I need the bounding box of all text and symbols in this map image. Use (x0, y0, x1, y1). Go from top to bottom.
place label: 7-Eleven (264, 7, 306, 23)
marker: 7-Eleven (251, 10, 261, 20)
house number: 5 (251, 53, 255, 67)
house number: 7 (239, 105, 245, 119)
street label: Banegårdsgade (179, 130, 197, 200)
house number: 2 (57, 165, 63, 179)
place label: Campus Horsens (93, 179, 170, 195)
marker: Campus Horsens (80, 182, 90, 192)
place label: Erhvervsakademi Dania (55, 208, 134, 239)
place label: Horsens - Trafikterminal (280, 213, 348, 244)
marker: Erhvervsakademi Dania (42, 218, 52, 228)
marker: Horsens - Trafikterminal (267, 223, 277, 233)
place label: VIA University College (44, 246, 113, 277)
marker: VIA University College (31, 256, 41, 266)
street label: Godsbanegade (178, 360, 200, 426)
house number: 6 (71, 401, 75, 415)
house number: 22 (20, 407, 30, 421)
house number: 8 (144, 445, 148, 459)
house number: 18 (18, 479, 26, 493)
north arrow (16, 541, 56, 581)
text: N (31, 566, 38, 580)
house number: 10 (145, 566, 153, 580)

# # #

* **Exercise goal**: Write out the whole listing verbatim.

* **Result**:
I need the bounding box of all text and symbols in this map image. Use (x0, y0, x1, y1). Go from top to bottom.
place label: 7-Eleven (264, 7, 306, 23)
marker: 7-Eleven (251, 10, 261, 20)
house number: 5 (251, 53, 255, 67)
house number: 7 (239, 105, 245, 119)
street label: Banegårdsgade (179, 130, 197, 200)
house number: 2 (57, 165, 63, 179)
place label: Campus Horsens (93, 179, 170, 195)
marker: Campus Horsens (80, 182, 90, 192)
place label: Erhvervsakademi Dania (55, 208, 134, 239)
place label: Horsens - Trafikterminal (280, 213, 348, 244)
marker: Erhvervsakademi Dania (42, 218, 52, 228)
marker: Horsens - Trafikterminal (267, 223, 277, 233)
place label: VIA University College (44, 246, 113, 277)
marker: VIA University College (31, 256, 41, 266)
street label: Godsbanegade (178, 360, 200, 426)
house number: 6 (71, 401, 75, 415)
house number: 22 (20, 407, 30, 421)
house number: 8 (144, 445, 148, 459)
house number: 18 (18, 479, 26, 493)
north arrow (16, 541, 56, 581)
text: N (31, 566, 38, 580)
house number: 10 (145, 566, 153, 580)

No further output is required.